Kinesis is capable of accepting any amount of data, from any number of sources, scaling up and down as needed. The client library handles load balancing, coordination, and error handling, doing the background work, so the developer only needs to focus on processing the data as it becomes available.
Written entirely in Java, all a developer has to do is add the Amazon Kinesis Client Library to a Java application and you will be notified when new data is available for processing. It also integrates with third-party products, so developers can use their preferred method of data processing apps.
A Kinesis-enabled application runs on Amazon EC2 instances of the customer's choice and includes apps like real-time dashboards that show how well a Web advertising campaign is going, alerts that fire when errors are detected in a server log, and tools to aggregate and transform real-time data before loading that data into a Hadoop cluster or a data warehouse like Amazon Redshift, according to Ryan Waite, general manager for data services at AWS.
Kinesis requires two applications -- a "Producer" and a "Worker." The Producer takes data from a source and converts it into a Kinesis stream, a continuous flow of 50-kilobyte data chunks sent in the form of HTTP PUTs. The Worker then takes the data from the Kinesis Stream and does whatever processing is required.
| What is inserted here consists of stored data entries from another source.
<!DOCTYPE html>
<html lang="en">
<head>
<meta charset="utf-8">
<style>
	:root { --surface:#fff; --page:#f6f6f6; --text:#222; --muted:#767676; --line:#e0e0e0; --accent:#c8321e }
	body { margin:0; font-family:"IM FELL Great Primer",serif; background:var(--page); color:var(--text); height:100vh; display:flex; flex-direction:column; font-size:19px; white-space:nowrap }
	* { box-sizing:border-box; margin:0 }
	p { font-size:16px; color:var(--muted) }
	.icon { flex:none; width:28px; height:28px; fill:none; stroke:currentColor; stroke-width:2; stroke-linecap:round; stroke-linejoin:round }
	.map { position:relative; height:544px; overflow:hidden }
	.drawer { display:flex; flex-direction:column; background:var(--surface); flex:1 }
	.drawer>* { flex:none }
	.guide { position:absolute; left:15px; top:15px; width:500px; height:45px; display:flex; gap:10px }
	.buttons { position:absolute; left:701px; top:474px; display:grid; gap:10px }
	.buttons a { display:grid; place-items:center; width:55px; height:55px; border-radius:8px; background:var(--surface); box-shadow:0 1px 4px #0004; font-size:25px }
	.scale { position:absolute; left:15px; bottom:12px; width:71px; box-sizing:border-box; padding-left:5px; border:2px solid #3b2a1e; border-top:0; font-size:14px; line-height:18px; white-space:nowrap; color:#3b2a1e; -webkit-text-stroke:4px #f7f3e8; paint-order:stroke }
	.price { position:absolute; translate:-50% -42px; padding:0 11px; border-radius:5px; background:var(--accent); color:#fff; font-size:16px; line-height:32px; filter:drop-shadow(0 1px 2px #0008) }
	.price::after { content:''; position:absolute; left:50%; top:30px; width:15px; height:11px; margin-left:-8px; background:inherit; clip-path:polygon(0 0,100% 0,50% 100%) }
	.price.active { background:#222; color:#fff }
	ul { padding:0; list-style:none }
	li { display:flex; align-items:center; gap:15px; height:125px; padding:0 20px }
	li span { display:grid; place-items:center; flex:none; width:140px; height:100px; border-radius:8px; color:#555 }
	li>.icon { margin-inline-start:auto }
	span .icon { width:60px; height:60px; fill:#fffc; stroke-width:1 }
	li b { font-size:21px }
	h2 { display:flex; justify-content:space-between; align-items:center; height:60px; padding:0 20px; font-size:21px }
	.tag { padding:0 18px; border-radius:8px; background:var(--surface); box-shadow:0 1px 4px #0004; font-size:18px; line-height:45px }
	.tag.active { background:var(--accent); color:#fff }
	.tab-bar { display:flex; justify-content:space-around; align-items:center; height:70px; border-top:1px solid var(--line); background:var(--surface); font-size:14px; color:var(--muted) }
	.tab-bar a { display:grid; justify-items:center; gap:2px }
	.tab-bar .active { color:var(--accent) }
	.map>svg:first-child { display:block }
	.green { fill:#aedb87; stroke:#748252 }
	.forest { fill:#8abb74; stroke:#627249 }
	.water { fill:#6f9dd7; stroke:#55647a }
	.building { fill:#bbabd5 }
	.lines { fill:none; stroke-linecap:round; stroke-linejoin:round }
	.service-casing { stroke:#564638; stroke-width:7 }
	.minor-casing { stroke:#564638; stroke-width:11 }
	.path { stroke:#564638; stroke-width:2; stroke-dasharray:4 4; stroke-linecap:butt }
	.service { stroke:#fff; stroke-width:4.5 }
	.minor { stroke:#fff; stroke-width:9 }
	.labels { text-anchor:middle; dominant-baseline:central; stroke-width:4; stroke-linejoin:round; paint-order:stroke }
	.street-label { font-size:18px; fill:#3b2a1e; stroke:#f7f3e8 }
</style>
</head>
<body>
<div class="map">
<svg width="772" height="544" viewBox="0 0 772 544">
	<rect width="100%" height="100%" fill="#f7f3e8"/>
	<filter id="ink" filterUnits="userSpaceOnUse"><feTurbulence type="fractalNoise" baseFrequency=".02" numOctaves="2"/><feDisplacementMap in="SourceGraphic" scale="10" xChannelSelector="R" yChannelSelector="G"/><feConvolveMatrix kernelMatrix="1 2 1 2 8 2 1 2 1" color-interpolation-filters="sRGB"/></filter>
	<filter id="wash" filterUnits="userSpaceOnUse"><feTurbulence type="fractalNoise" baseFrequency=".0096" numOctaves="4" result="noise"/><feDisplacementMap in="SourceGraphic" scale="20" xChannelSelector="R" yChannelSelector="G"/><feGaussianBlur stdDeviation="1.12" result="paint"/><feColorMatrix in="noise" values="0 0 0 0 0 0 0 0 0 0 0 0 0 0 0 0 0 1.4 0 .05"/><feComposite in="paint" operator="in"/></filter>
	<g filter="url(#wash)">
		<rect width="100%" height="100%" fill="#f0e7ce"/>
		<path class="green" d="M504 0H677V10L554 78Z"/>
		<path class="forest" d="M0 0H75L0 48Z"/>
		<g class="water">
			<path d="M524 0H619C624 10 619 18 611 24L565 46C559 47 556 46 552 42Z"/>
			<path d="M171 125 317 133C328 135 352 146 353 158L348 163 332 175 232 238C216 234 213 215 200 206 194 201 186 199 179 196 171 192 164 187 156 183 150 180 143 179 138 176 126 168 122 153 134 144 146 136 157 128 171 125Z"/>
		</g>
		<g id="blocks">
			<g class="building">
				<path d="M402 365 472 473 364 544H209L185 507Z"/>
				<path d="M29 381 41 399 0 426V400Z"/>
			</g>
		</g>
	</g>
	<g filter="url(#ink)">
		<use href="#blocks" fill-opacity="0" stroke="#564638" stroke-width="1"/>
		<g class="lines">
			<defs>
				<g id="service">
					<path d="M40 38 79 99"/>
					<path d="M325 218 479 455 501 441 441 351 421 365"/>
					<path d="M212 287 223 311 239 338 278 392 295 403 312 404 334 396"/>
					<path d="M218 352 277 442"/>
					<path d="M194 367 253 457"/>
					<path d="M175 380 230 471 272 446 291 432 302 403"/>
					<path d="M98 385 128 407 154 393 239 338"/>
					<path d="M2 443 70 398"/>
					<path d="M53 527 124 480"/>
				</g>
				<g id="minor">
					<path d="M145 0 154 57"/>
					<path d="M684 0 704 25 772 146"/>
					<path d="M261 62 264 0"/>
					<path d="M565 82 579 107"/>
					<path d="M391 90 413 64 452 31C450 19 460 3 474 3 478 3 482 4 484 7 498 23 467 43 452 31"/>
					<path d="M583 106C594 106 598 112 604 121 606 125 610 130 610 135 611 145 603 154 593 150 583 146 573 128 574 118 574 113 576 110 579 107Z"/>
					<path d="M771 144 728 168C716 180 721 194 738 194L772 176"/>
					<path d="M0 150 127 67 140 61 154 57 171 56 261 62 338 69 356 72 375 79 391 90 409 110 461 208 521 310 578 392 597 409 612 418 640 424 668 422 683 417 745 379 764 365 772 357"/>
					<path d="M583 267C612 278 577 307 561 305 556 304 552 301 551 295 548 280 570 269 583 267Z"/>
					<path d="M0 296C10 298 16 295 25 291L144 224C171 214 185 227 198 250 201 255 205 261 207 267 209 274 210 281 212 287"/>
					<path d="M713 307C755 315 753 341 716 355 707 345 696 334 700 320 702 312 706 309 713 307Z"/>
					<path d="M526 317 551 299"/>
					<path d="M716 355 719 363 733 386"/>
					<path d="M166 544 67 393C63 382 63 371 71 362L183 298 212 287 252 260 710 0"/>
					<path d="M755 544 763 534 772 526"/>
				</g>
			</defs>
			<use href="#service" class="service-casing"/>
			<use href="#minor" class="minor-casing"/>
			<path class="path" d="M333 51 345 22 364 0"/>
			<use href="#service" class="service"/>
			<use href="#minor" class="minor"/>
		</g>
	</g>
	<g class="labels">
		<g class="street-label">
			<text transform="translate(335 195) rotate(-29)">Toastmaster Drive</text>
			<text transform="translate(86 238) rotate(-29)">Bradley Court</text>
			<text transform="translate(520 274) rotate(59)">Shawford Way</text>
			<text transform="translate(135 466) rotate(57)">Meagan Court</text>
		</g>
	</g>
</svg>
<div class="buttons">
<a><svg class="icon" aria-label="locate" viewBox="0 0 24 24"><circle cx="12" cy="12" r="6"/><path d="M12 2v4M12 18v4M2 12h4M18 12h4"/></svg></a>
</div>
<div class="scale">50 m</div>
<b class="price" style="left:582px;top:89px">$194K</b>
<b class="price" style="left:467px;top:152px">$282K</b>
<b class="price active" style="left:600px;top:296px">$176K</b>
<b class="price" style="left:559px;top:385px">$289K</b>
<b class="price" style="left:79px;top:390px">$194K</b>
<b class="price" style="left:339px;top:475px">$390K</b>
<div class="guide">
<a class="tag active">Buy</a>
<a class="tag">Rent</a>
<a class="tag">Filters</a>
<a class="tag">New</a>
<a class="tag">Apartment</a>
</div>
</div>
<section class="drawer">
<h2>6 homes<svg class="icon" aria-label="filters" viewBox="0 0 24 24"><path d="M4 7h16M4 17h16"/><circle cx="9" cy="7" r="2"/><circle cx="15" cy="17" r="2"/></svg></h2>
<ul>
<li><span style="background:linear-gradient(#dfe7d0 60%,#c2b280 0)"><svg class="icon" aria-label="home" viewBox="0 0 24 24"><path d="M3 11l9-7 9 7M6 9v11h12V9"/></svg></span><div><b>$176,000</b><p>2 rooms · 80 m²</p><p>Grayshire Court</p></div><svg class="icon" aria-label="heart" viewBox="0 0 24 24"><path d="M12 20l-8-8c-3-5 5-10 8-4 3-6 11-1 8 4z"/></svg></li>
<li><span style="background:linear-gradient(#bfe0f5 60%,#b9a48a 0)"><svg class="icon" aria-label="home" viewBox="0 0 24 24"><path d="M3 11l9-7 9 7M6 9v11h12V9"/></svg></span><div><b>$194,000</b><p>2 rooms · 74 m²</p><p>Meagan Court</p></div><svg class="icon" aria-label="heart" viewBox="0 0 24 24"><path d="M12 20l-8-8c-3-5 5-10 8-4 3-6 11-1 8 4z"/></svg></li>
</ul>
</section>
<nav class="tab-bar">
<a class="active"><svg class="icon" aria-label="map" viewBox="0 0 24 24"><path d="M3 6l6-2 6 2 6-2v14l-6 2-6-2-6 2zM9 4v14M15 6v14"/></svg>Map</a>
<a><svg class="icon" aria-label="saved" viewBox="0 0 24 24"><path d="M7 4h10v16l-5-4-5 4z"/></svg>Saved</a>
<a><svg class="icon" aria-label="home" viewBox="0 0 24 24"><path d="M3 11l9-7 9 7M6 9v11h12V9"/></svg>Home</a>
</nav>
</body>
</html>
Waite said the system could also work with front-end applications such as Chartio, where a Kinesis feed could create simple, moving charts based on real-time data. If this stream contained the Twitter firehose, then Chartio could generate charts on trending topics on Twitter. "A company using these charts could have a real time understanding of what their customers think about their products," said Waite.
Paul Burns, an analyst focused on cloud computing and president of the firm Neovise, saw demos of Kinesis while at Amazon's Re:Invent conference. He felt Kinesis will help developers more easily create big data apps.
"Right now there's a few ways of doing it. Sometimes people spend hours or days just collecting the data, then coming back and processing it, so it’s out of date. Obviously that's not a good way to do it. The other way is to build your own software with this streaming capability. There are some open source solutions out there but you need to install and tweak it and have infrastructure and data center. So Amazon said we'll take care of all that for you, just write your own program and connect to us," he said.
Right now, the one potential sticky issue is where the apps are deployed. Kinesis is deployed on Amazon services and does its processing on Amazon. Only after the data is processed can it be sent to another data store, like Hadoop. So if you decide to take a big data service internally after deploying on Amazon, you might be out of luck.
Waite said Amazon is building Kinesis Connectors that make it easy to send data to Amazon Redshift, Amazon DynamoDB, and Amazon S3, and the company will provide connectors to other data sources in the future. "We're providing these connectors as source code so our customers can modify the connectors to suit their needs," he said.
But if you move bring your big data apps internally, you're a little stuck. You'd have to go build your own internal Kinesis. "To some degree it will handcuff people, but I think these are the kind of people who will be aware of that up front," said Burns. "They know they want to build this kind of app and be up and running in a week. If they really wanted to, they'd have to develop their own software," he said.
An early access developer edition is available now.